▶ _Work item_
Without changing a single word, write out every entry.

▶ _Input for this task_

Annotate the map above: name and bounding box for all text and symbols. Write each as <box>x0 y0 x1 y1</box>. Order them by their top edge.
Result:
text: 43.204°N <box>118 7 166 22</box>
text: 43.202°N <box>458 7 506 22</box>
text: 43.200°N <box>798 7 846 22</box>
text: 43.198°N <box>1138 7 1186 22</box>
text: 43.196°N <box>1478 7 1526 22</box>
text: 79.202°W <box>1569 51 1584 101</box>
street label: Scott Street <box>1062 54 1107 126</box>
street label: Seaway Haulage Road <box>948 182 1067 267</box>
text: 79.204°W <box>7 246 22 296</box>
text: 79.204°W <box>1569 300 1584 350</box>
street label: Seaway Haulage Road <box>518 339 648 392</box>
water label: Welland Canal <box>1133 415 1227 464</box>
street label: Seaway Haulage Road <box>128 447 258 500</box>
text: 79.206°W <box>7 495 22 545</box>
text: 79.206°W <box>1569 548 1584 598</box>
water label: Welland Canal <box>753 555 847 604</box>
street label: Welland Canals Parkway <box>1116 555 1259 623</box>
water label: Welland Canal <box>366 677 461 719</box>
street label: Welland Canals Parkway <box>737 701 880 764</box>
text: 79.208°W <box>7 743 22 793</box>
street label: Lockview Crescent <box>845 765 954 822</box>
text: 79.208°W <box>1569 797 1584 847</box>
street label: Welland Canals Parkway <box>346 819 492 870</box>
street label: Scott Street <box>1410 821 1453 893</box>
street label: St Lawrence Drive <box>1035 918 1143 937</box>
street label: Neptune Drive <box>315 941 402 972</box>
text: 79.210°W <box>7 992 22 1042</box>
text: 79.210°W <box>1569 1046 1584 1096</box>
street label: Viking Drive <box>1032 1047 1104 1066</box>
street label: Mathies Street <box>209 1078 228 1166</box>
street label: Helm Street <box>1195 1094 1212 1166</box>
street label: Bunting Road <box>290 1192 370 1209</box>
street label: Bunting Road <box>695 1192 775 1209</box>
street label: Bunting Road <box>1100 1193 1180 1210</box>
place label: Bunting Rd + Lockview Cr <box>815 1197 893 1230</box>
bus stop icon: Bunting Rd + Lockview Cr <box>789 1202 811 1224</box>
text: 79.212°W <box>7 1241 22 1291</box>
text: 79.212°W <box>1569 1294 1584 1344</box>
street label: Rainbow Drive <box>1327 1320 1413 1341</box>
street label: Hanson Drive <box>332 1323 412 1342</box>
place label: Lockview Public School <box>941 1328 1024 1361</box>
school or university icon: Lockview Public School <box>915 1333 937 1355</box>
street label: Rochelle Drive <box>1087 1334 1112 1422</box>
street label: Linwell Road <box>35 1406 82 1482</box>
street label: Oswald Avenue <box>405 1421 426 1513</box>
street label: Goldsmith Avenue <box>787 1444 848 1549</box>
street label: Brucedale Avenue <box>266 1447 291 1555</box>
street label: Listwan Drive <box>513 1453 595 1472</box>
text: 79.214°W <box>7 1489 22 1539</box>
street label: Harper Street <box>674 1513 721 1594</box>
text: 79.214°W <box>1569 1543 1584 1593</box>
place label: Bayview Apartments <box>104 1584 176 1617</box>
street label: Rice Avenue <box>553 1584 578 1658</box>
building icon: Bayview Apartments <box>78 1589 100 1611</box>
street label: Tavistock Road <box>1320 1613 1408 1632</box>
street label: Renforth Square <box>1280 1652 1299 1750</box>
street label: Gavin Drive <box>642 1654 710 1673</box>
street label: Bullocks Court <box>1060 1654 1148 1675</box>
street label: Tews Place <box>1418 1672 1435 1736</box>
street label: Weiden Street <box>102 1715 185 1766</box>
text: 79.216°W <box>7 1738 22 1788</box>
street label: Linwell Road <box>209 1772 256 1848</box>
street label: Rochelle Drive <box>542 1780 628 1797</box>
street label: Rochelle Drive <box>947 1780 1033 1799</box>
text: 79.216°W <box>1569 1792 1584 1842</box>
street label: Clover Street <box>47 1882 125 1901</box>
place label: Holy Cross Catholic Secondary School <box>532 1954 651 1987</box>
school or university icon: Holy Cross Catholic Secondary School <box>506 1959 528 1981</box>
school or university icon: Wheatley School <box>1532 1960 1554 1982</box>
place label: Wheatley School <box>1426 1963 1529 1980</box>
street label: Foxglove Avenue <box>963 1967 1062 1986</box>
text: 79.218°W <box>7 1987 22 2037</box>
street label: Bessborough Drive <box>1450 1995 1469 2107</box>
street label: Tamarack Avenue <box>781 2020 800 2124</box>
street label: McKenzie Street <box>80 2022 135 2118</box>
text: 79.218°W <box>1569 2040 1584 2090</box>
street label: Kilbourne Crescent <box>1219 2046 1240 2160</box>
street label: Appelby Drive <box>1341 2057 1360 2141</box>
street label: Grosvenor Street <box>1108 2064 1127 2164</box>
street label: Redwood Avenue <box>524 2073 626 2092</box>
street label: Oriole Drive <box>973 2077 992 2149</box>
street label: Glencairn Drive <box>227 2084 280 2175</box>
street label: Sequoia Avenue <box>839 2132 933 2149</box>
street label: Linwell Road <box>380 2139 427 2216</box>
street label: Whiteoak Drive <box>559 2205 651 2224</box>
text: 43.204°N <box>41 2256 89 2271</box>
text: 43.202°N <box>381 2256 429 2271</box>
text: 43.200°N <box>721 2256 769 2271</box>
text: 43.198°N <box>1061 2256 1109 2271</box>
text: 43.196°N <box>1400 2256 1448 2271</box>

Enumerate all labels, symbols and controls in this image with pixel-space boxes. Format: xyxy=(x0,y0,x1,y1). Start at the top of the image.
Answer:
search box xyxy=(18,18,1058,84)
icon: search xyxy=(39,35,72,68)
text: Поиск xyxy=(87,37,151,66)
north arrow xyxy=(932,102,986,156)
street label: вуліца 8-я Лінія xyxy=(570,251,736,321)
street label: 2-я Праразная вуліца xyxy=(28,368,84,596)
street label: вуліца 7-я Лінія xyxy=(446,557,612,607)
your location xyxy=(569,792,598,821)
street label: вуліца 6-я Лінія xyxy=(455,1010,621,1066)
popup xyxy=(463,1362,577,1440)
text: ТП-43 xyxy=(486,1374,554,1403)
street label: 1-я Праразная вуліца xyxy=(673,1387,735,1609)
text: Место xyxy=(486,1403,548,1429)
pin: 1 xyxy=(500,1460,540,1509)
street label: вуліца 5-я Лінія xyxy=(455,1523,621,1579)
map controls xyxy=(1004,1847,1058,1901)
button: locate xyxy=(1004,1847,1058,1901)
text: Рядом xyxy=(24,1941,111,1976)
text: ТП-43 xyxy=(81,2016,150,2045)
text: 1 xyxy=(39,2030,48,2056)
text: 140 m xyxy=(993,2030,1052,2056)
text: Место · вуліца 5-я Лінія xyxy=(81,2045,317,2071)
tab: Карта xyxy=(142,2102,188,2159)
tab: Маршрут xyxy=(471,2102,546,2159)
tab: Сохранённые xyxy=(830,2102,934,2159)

▶ _Response to the exercise_
Annotate the map above: name and bounding box for all text and symbols. Write each as <box>x0 y0 x1 y1</box>. Order them by their top edge.
Result:
text: 43.204°N <box>118 7 166 22</box>
text: 43.202°N <box>458 7 506 22</box>
text: 43.200°N <box>798 7 846 22</box>
text: 43.198°N <box>1138 7 1186 22</box>
text: 43.196°N <box>1478 7 1526 22</box>
text: 79.202°W <box>1569 51 1584 101</box>
street label: Scott Street <box>1062 54 1107 126</box>
street label: Seaway Haulage Road <box>948 182 1067 267</box>
text: 79.204°W <box>7 246 22 296</box>
text: 79.204°W <box>1569 300 1584 350</box>
street label: Seaway Haulage Road <box>518 339 648 392</box>
water label: Welland Canal <box>1133 415 1227 464</box>
street label: Seaway Haulage Road <box>128 447 258 500</box>
text: 79.206°W <box>7 495 22 545</box>
text: 79.206°W <box>1569 548 1584 598</box>
water label: Welland Canal <box>753 555 847 604</box>
street label: Welland Canals Parkway <box>1116 555 1259 623</box>
water label: Welland Canal <box>366 677 461 719</box>
street label: Welland Canals Parkway <box>737 701 880 764</box>
text: 79.208°W <box>7 743 22 793</box>
street label: Lockview Crescent <box>845 765 954 822</box>
text: 79.208°W <box>1569 797 1584 847</box>
street label: Welland Canals Parkway <box>346 819 492 870</box>
street label: Scott Street <box>1410 821 1453 893</box>
street label: St Lawrence Drive <box>1035 918 1143 937</box>
street label: Neptune Drive <box>315 941 402 972</box>
text: 79.210°W <box>7 992 22 1042</box>
text: 79.210°W <box>1569 1046 1584 1096</box>
street label: Viking Drive <box>1032 1047 1104 1066</box>
street label: Mathies Street <box>209 1078 228 1166</box>
street label: Helm Street <box>1195 1094 1212 1166</box>
street label: Bunting Road <box>290 1192 370 1209</box>
street label: Bunting Road <box>695 1192 775 1209</box>
street label: Bunting Road <box>1100 1193 1180 1210</box>
place label: Bunting Rd + Lockview Cr <box>815 1197 893 1230</box>
bus stop icon: Bunting Rd + Lockview Cr <box>789 1202 811 1224</box>
text: 79.212°W <box>7 1241 22 1291</box>
text: 79.212°W <box>1569 1294 1584 1344</box>
street label: Rainbow Drive <box>1327 1320 1413 1341</box>
street label: Hanson Drive <box>332 1323 412 1342</box>
place label: Lockview Public School <box>941 1328 1024 1361</box>
school or university icon: Lockview Public School <box>915 1333 937 1355</box>
street label: Rochelle Drive <box>1087 1334 1112 1422</box>
street label: Linwell Road <box>35 1406 82 1482</box>
street label: Oswald Avenue <box>405 1421 426 1513</box>
street label: Goldsmith Avenue <box>787 1444 848 1549</box>
street label: Brucedale Avenue <box>266 1447 291 1555</box>
street label: Listwan Drive <box>513 1453 595 1472</box>
text: 79.214°W <box>7 1489 22 1539</box>
street label: Harper Street <box>674 1513 721 1594</box>
text: 79.214°W <box>1569 1543 1584 1593</box>
place label: Bayview Apartments <box>104 1584 176 1617</box>
street label: Rice Avenue <box>553 1584 578 1658</box>
building icon: Bayview Apartments <box>78 1589 100 1611</box>
street label: Tavistock Road <box>1320 1613 1408 1632</box>
street label: Renforth Square <box>1280 1652 1299 1750</box>
street label: Gavin Drive <box>642 1654 710 1673</box>
street label: Bullocks Court <box>1060 1654 1148 1675</box>
street label: Tews Place <box>1418 1672 1435 1736</box>
street label: Weiden Street <box>102 1715 185 1766</box>
text: 79.216°W <box>7 1738 22 1788</box>
street label: Linwell Road <box>209 1772 256 1848</box>
street label: Rochelle Drive <box>542 1780 628 1797</box>
street label: Rochelle Drive <box>947 1780 1033 1799</box>
text: 79.216°W <box>1569 1792 1584 1842</box>
street label: Clover Street <box>47 1882 125 1901</box>
place label: Holy Cross Catholic Secondary School <box>532 1954 651 1987</box>
school or university icon: Holy Cross Catholic Secondary School <box>506 1959 528 1981</box>
school or university icon: Wheatley School <box>1532 1960 1554 1982</box>
place label: Wheatley School <box>1426 1963 1529 1980</box>
street label: Foxglove Avenue <box>963 1967 1062 1986</box>
text: 79.218°W <box>7 1987 22 2037</box>
street label: Bessborough Drive <box>1450 1995 1469 2107</box>
street label: Tamarack Avenue <box>781 2020 800 2124</box>
street label: McKenzie Street <box>80 2022 135 2118</box>
text: 79.218°W <box>1569 2040 1584 2090</box>
street label: Kilbourne Crescent <box>1219 2046 1240 2160</box>
street label: Appelby Drive <box>1341 2057 1360 2141</box>
street label: Grosvenor Street <box>1108 2064 1127 2164</box>
street label: Redwood Avenue <box>524 2073 626 2092</box>
street label: Oriole Drive <box>973 2077 992 2149</box>
street label: Glencairn Drive <box>227 2084 280 2175</box>
street label: Sequoia Avenue <box>839 2132 933 2149</box>
street label: Linwell Road <box>380 2139 427 2216</box>
street label: Whiteoak Drive <box>559 2205 651 2224</box>
text: 43.204°N <box>41 2256 89 2271</box>
text: 43.202°N <box>381 2256 429 2271</box>
text: 43.200°N <box>721 2256 769 2271</box>
text: 43.198°N <box>1061 2256 1109 2271</box>
text: 43.196°N <box>1400 2256 1448 2271</box>

Enumerate all labels, symbols and controls in this image with pixel-space boxes. Format: xyxy=(x0,y0,x1,y1). Start at the top of the image.
Answer:
search box xyxy=(18,18,1058,84)
icon: search xyxy=(39,35,72,68)
text: Поиск xyxy=(87,37,151,66)
north arrow xyxy=(932,102,986,156)
street label: вуліца 8-я Лінія xyxy=(570,251,736,321)
street label: 2-я Праразная вуліца xyxy=(28,368,84,596)
street label: вуліца 7-я Лінія xyxy=(446,557,612,607)
your location xyxy=(569,792,598,821)
street label: вуліца 6-я Лінія xyxy=(455,1010,621,1066)
popup xyxy=(463,1362,577,1440)
text: ТП-43 xyxy=(486,1374,554,1403)
street label: 1-я Праразная вуліца xyxy=(673,1387,735,1609)
text: Место xyxy=(486,1403,548,1429)
pin: 1 xyxy=(500,1460,540,1509)
street label: вуліца 5-я Лінія xyxy=(455,1523,621,1579)
map controls xyxy=(1004,1847,1058,1901)
button: locate xyxy=(1004,1847,1058,1901)
text: Рядом xyxy=(24,1941,111,1976)
text: ТП-43 xyxy=(81,2016,150,2045)
text: 1 xyxy=(39,2030,48,2056)
text: 140 m xyxy=(993,2030,1052,2056)
text: Место · вуліца 5-я Лінія xyxy=(81,2045,317,2071)
tab: Карта xyxy=(142,2102,188,2159)
tab: Маршрут xyxy=(471,2102,546,2159)
tab: Сохранённые xyxy=(830,2102,934,2159)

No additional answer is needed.